Americans pay an average of $577 in late fees, overdrafts, and fraud-related charges...
A Bankrate survey found that as of 2020, 21% of American households have no money set aside for emergencies. This can spell financial disaster. But building an emergency fund is no easy task. Many people feel pulled in so many directions. Do you pay down debt first? Do you start saving right away? And what about investing?
We know it’s nice to have a financial roadmap, so we created resources to help you strategize and share them for free in our FI101 course.
21% of Americans have no emergency savings.

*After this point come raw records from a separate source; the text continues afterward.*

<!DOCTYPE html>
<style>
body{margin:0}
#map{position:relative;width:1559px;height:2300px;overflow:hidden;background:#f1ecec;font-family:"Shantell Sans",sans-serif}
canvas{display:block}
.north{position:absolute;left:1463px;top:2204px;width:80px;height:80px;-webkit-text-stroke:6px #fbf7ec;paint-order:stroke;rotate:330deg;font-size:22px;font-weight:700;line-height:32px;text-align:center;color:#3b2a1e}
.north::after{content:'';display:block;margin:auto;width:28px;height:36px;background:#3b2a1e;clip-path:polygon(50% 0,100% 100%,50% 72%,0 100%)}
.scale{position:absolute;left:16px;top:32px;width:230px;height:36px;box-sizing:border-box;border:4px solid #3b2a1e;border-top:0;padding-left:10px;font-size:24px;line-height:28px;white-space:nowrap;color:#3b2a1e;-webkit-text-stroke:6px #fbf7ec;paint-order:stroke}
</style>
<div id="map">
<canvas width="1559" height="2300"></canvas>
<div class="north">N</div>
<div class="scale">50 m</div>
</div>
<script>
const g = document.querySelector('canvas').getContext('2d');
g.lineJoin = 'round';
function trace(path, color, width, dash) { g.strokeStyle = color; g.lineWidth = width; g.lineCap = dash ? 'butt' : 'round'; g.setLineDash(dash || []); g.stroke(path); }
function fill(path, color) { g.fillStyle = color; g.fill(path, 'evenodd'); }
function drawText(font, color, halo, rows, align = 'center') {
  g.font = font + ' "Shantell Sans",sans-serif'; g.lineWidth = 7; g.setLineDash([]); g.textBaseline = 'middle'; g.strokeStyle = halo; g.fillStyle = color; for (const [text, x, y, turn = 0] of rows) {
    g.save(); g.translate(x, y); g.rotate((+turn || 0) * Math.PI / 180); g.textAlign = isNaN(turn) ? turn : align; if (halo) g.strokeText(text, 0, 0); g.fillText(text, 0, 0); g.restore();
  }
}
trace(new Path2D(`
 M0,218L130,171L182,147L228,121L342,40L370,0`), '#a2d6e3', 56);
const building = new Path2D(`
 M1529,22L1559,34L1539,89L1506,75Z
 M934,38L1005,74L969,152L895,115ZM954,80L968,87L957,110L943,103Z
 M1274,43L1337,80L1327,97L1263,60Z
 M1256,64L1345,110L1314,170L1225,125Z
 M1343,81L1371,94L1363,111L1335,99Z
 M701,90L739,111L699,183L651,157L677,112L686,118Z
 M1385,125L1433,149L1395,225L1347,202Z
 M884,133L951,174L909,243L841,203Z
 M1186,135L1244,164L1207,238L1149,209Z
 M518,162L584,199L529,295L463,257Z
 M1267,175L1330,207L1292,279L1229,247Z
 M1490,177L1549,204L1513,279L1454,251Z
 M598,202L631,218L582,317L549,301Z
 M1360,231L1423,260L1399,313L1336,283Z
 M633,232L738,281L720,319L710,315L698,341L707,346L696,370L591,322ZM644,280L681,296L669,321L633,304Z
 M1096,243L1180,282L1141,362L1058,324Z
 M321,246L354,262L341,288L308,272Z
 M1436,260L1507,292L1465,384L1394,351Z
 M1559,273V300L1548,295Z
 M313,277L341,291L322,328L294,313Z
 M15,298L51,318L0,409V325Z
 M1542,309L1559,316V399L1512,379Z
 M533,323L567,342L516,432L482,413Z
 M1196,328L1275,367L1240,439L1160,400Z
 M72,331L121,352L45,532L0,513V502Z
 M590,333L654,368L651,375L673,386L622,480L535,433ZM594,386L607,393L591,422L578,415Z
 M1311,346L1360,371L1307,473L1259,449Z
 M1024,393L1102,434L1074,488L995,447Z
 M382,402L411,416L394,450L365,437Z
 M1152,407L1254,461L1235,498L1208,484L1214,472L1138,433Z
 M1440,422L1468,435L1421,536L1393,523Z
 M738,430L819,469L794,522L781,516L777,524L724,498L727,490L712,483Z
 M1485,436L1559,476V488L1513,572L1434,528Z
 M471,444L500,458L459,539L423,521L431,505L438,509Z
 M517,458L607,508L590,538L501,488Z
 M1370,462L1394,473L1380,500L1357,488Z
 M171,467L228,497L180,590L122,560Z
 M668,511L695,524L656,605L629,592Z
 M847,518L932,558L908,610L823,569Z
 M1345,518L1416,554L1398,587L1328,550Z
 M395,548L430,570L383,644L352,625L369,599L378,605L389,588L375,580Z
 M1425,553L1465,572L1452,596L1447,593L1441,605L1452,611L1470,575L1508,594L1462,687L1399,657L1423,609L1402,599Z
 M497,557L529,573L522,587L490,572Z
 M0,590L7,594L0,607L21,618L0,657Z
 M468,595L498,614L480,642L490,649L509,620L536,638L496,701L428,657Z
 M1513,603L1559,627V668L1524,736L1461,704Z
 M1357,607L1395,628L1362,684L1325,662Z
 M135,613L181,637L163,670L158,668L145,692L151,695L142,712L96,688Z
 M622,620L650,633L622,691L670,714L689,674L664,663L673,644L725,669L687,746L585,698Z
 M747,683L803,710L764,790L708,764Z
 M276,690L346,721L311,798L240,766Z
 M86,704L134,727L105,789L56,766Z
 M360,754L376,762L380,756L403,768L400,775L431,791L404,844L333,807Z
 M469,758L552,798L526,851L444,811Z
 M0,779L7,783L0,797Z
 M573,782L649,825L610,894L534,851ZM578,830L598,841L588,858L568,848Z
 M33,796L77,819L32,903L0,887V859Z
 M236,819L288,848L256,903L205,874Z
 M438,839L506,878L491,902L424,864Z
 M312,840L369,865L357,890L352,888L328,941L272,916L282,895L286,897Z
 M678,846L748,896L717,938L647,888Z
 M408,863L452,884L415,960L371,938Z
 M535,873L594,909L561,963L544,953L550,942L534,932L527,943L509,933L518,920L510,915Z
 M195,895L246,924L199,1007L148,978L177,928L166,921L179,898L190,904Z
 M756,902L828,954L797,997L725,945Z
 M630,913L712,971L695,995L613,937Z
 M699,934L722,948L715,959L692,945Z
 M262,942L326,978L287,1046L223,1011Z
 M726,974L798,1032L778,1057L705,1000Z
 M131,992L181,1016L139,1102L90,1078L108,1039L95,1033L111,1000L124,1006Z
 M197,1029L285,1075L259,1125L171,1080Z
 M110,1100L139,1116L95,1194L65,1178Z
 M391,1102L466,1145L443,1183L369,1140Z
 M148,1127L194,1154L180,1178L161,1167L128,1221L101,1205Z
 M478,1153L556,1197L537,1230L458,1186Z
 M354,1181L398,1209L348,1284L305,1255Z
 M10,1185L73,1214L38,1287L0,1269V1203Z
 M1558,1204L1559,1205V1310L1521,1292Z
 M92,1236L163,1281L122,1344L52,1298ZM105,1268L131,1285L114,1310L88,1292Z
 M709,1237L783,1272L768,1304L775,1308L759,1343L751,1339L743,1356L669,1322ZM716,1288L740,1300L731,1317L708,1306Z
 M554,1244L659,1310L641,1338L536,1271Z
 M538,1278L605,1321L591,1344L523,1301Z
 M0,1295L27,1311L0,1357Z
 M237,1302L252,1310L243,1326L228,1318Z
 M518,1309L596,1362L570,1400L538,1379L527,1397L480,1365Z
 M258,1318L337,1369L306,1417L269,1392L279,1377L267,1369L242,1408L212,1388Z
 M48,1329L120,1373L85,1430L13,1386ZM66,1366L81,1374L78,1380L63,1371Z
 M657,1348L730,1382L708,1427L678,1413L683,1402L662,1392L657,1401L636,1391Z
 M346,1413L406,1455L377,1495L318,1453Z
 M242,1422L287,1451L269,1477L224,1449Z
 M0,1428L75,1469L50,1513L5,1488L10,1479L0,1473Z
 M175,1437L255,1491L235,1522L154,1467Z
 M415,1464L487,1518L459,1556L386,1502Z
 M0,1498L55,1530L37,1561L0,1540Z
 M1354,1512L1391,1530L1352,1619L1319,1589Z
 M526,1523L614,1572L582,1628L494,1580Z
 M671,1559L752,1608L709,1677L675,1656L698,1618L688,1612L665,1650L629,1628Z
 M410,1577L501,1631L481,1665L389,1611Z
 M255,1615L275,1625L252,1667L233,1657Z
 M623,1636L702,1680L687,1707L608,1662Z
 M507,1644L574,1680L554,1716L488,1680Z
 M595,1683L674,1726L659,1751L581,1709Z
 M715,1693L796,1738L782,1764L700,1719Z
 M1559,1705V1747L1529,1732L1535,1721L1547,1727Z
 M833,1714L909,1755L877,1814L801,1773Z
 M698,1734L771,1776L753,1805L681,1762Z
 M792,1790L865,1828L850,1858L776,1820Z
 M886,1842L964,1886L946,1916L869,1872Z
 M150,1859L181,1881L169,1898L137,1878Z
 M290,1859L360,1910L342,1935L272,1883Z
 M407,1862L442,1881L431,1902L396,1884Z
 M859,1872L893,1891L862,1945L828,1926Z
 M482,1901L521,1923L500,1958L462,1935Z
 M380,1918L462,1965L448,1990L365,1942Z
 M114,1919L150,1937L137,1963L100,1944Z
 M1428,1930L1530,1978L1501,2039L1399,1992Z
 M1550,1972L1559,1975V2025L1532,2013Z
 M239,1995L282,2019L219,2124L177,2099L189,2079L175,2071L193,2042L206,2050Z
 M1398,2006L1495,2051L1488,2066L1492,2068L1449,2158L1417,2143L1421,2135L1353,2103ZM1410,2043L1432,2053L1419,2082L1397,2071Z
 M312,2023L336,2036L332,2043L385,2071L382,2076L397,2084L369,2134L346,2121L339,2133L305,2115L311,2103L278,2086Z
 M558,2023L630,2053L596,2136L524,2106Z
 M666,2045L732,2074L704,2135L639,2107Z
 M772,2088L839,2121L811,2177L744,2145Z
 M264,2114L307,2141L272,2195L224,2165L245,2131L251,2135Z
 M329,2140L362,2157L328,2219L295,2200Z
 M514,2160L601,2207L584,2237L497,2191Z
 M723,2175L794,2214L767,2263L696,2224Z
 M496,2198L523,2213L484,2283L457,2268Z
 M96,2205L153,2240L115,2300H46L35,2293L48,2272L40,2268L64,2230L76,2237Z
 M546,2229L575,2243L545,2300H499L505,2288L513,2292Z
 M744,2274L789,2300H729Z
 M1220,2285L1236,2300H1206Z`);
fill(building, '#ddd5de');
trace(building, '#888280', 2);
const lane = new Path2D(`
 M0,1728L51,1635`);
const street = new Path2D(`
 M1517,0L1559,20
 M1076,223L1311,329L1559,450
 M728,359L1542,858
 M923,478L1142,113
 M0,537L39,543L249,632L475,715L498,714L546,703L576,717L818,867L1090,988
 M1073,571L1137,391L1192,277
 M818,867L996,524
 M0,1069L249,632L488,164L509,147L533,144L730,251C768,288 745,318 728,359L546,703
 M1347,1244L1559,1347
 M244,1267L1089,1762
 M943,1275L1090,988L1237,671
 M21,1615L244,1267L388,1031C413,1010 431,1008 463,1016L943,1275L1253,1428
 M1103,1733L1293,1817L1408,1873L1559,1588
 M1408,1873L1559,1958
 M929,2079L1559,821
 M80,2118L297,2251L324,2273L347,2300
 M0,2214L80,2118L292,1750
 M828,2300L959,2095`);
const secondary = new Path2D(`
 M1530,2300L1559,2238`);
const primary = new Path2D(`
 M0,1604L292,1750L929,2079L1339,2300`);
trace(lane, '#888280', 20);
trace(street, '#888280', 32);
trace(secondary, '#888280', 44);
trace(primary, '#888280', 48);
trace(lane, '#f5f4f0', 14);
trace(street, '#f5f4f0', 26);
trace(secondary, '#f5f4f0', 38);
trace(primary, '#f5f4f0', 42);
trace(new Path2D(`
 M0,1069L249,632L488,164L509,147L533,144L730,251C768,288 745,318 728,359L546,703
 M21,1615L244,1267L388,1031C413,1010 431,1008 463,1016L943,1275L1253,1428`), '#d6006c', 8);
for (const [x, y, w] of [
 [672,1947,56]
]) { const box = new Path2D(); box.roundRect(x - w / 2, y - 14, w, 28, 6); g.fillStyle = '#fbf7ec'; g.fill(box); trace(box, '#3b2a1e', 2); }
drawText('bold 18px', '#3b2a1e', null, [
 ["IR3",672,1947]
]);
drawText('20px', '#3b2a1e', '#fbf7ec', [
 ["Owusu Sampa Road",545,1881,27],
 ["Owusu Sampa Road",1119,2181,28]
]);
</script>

PARENTS + FINANCIAL EDUCATION
When parents were surveyed, the vast majority was really clear about one thing: they wish they knew more about finances when they were younger. Of course, we all know the cliche about hindsight being 20/20. Rather than spend time fretting over what you wish you learned sooner, commit to learning even more about money now...and take your kids along for the ride.
Maybe you’re reading books together and discussing ways that money, work, wants, needs, sharing, and giving influence the characters. This works for TV shows and movies, too. Or perhaps you have your kids grocery shop and meal prep with you. Money influences nearly every aspect of our lives, so taking the time to talk about it can make for a great teachable moment.
4 out of 5 parents wish they learned more about money as a kid...
THE MONEY TALK
In that same One Poll survey for Chase, parents admitted that they don’t always feel confident having money conversations with kids. Pushing for a financial literacy curriculum and conversations in schools can help.
But we also know that nothing replaces learning about money at home. That’s why we put together a financial literacy course for families to do together. You don’t have to be an expert. In fact, sometimes the most powerful lessons we can share with kids are mistakes we made and how we are recovering from them.